Andrew was a tall boy, and tall boys have a habit of looking down at things. Not arrogantly, mind you, but literally. From his height the pews of the chapel at his school appeared smaller, the books in his hand appeared closer, and the people who had told him about God appeared, all at once, a great distance away. He had been raised by parents who could explain the faith the way a good carpenter explains a joint: not as a mystery to be guarded, but as a thing that fit together because it was made to. They had given him reasons. They had given him good ones. And now, in the curious treason of adolescence, he was discovering that the reasons of his parents, however excellent, were not yet his own.

He loved the sciences. This is important. He did not drift toward doubt, as some boys do, by way of indolence or appetite; he drifted toward it by way of wonder. He had looked at the long careful columns of the natural world and found them beautiful, and he had then made the very natural mistake of supposing that the men who measured those columns must therefore have measured everything else. He met scientists who were brilliant and certain, and brilliance and certainty together have always been one of the strongest wines a young man can drink. For two years he drank it. For two years he asked, quite honestly and quite alone, whether the faith of his childhood was anything more than a warm room he had been born inside.

It is fashionable to suppose that a boy in such a state will be argued out of his religion by some clever book, and argued back into it by some cleverer one. Andrew read the clever books. He found them, in their way, formidable. But the thing that troubled him was not what the clever books said; it was what they could not say. They could describe the stars and they could not describe a quarrel. They could weigh the brain and they could not weigh a regret. They could account for everything in a man except the only things a man ever lies awake about.

For Andrew had begun, almost without meaning to, to watch people. Not to judge them, you understand. Simply to watch. He noticed that certain people he loved very much carried something inside them that did not seem to belong there, the way a stone in a shoe does not belong in the shoe. They were good people. They were decent people. And yet there was in them a small, persistent lack of ease, a thing that pressed against them whenever they sat still. He could not name it then. He would not have dared. But he saw that it was always, somehow, attached to a choice they had made and would now defend with great energy whenever the subject came near.

And so the question that began as a question about the universe quietly became a question about a kitchen table. Andrew discovered that the men who could tell him everything about the age of the rocks could tell him nothing about why a man should not lie to his wife. They could tell him that kindness was useful. They could not tell him that cruelty was wrong, not in the way he had always known it was wrong, the way one knows that a flat note is a flat note, not by argument but by the ear of the soul. He turned the matter over and over, and found, to his own surprise, that the Catholic account of right and wrong did not merely have an answer. It had the answer that fit the shape of the wound. Other accounts patched. This one healed. Other accounts gave him a rule. This one gave him a reason the rule existed.
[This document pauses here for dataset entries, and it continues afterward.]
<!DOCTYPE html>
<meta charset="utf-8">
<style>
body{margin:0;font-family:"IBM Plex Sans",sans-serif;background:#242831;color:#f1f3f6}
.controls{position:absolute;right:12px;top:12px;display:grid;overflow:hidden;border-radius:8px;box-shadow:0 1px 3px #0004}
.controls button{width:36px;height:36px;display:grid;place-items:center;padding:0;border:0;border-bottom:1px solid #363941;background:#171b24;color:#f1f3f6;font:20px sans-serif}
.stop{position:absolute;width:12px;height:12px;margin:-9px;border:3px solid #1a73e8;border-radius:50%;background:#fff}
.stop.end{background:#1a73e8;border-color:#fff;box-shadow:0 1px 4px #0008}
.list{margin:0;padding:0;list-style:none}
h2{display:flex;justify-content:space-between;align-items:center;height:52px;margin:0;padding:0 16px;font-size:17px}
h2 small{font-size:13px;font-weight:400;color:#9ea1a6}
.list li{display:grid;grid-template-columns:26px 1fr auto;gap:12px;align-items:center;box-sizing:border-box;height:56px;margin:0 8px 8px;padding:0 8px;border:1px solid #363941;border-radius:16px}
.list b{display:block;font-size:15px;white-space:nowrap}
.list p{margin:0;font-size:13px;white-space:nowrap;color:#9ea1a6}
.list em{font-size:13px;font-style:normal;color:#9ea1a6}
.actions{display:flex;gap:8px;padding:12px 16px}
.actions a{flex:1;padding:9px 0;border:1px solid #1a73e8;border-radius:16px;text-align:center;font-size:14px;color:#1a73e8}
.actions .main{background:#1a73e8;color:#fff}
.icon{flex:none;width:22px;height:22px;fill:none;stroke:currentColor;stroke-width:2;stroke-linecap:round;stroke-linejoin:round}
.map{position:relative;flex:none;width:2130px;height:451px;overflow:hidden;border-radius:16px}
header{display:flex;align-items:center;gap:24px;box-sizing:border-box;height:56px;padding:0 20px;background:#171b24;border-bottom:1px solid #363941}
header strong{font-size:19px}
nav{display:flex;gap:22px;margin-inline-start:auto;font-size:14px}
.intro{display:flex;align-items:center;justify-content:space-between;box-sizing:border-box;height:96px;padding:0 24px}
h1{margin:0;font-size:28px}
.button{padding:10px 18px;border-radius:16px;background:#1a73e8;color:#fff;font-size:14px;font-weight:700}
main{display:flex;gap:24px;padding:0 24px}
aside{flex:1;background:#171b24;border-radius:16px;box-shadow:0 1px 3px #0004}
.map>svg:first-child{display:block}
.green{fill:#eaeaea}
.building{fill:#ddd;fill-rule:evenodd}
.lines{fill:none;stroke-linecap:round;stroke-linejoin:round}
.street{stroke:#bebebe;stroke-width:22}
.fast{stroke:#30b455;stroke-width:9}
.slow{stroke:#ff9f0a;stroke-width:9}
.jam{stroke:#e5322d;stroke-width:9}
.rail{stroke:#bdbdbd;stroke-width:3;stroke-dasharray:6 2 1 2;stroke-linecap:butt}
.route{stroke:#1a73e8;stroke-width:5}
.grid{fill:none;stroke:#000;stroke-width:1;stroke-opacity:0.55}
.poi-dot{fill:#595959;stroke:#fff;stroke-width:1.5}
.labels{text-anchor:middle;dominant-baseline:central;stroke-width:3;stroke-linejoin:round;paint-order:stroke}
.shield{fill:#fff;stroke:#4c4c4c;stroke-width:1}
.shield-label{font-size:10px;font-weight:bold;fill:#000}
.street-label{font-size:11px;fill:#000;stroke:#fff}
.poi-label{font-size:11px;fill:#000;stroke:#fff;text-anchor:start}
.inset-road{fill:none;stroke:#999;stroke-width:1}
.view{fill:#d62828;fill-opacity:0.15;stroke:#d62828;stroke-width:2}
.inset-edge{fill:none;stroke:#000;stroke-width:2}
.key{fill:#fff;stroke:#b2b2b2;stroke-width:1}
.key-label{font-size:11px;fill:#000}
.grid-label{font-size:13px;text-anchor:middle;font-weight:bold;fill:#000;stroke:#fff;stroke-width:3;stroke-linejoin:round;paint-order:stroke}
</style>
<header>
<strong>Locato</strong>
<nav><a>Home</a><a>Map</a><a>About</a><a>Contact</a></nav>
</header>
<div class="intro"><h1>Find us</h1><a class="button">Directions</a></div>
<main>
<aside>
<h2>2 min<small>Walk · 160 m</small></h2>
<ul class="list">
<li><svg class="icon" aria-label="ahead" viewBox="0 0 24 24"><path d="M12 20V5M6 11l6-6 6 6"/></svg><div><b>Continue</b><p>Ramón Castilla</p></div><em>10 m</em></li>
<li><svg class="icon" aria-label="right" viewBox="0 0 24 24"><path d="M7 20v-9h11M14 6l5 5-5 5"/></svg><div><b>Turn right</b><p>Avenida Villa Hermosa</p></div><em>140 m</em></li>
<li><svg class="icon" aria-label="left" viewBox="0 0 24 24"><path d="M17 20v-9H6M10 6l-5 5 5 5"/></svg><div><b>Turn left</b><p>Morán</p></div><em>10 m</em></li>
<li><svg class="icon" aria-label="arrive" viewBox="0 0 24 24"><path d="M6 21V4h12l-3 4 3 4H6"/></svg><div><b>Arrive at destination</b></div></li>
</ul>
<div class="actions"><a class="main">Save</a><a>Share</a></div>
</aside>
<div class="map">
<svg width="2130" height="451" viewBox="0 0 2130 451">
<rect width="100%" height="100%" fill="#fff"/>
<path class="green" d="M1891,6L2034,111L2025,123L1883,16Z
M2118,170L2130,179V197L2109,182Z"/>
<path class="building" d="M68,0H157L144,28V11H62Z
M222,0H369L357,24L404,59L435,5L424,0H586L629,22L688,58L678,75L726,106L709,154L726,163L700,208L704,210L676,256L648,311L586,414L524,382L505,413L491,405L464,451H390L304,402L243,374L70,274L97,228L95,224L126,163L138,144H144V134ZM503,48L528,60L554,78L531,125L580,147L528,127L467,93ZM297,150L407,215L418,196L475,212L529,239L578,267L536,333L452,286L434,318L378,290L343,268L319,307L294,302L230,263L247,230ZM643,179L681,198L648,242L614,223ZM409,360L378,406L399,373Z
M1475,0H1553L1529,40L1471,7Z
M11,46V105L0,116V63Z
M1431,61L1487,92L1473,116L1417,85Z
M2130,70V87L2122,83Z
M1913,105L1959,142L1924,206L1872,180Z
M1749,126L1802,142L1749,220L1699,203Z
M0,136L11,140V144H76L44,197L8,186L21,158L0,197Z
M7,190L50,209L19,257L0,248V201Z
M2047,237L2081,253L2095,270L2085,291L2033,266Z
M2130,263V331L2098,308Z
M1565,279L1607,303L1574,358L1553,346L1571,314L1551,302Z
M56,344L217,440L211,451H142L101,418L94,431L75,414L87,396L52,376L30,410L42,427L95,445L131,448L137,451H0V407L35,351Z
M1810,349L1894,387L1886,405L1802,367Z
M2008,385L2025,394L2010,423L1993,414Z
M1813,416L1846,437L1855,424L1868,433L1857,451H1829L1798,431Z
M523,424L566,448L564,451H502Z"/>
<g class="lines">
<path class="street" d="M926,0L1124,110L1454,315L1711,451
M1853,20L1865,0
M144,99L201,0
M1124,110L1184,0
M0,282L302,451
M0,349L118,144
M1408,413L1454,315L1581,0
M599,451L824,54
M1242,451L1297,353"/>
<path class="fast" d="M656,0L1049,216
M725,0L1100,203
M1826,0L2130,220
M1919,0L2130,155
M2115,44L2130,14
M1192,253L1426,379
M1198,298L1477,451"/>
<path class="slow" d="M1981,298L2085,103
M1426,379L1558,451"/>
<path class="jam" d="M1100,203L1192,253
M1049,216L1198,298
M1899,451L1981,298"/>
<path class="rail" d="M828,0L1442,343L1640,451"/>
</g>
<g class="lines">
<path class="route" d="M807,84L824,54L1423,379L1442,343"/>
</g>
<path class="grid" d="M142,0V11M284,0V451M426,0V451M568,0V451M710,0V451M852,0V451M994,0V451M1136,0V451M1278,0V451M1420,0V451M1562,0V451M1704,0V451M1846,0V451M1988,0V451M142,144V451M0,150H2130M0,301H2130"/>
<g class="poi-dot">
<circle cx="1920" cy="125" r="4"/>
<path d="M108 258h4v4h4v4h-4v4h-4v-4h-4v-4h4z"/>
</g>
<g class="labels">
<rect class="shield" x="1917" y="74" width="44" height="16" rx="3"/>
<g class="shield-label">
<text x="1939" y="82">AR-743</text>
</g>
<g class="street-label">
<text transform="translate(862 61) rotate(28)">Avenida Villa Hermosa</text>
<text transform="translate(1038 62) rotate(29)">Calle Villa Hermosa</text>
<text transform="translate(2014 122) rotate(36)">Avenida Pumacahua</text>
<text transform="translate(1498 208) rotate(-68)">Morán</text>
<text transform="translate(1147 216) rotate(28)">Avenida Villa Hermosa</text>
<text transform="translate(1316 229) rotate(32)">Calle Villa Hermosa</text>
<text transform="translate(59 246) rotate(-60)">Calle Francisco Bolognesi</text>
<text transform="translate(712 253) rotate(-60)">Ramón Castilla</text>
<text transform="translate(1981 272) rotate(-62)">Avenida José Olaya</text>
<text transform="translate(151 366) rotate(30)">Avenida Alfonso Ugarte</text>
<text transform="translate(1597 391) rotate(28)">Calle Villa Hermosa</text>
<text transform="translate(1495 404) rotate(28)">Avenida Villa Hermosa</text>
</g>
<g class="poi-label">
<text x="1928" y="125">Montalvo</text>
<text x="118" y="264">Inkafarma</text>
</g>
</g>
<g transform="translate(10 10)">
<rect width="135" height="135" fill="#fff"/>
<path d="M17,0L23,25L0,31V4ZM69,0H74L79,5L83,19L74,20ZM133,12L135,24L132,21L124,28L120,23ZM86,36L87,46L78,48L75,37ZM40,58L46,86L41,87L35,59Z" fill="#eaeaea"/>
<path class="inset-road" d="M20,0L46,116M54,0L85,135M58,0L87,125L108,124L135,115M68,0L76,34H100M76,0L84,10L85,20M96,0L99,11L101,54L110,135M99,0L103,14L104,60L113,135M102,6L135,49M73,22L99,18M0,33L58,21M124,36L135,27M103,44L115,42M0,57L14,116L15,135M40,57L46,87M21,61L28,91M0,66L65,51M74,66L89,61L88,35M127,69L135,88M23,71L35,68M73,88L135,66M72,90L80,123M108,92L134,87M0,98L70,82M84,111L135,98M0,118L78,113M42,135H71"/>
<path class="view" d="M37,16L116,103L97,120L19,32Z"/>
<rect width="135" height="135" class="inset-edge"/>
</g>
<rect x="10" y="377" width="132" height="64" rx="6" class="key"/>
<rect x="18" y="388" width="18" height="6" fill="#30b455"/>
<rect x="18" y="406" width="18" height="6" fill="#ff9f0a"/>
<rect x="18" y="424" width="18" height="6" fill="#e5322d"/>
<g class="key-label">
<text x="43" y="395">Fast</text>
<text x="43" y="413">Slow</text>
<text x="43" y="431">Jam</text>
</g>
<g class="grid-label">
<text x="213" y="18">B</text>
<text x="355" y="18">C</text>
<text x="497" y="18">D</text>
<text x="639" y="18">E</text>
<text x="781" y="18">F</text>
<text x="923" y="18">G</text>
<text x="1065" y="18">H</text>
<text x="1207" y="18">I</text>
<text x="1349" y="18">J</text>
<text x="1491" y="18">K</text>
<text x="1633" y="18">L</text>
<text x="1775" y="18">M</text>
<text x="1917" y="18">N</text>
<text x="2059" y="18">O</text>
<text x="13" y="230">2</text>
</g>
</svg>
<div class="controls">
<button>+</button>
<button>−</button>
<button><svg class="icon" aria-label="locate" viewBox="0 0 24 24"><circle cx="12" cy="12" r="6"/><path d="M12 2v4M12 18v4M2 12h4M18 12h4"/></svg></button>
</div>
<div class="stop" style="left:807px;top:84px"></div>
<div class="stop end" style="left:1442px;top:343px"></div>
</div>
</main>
This is not the sort of conversion that comes with a thunderclap. It came to him in January, before exams, the way a thaw comes: slowly, and then all at once. He set the question aside to study, because boys must study, and when he returned to it on a retreat some weeks later he discovered that the question had quietly answered itself while he was not looking. He went to confession. He went, as he would later say, sincerely; which is the only way anyone has ever really gone. And there, in a small wooden room that the world considers a relic and the saints consider a operating theatre, he met the love he had been arguing about.

After that, of course, he became insufferable for a while. He admits this freely. He prayed in the school chapel partly because his older brother prayed there, and he did not wish to be outdone by an older brother, which is one of the oldest and least dignified reasons for sanctity in the history of the world. But the Lord, who is not above using a boy’s pride to bring him to his knees, accepted the offering and improved upon it. The vanity wore off. The prayer remained.

A year later he watched a film about a young Polish man who became a priest, and at the moment the screen went dark he heard, in that interior way which cannot be photographed and cannot be denied, a voice telling him to go and do the same. He was sixteen. He has never, in all the years since, been able to argue himself out of that sentence.

I tell this story because it seems to me to contain a small and important rebuke to our age. We are told, often and loudly, that faith is what people believe when they have stopped thinking. Andrew’s life suggests something almost the reverse: that faith is what a thinking boy arrives at when he refuses to stop thinking one inch short of the truth. He looked at the world twice. The first look gave him the stars. The second look gave him the ache in the people he loved, and the strange fact that no equation in any book could touch it. Between those two looks he found a door he had not been expecting, and being a tall boy, he had to stoop a little to go through.

He has been stooping ever since, in confessionals and at altars, which is, when you think about it, exactly the posture of a man who has finally found the answers he has been looking for.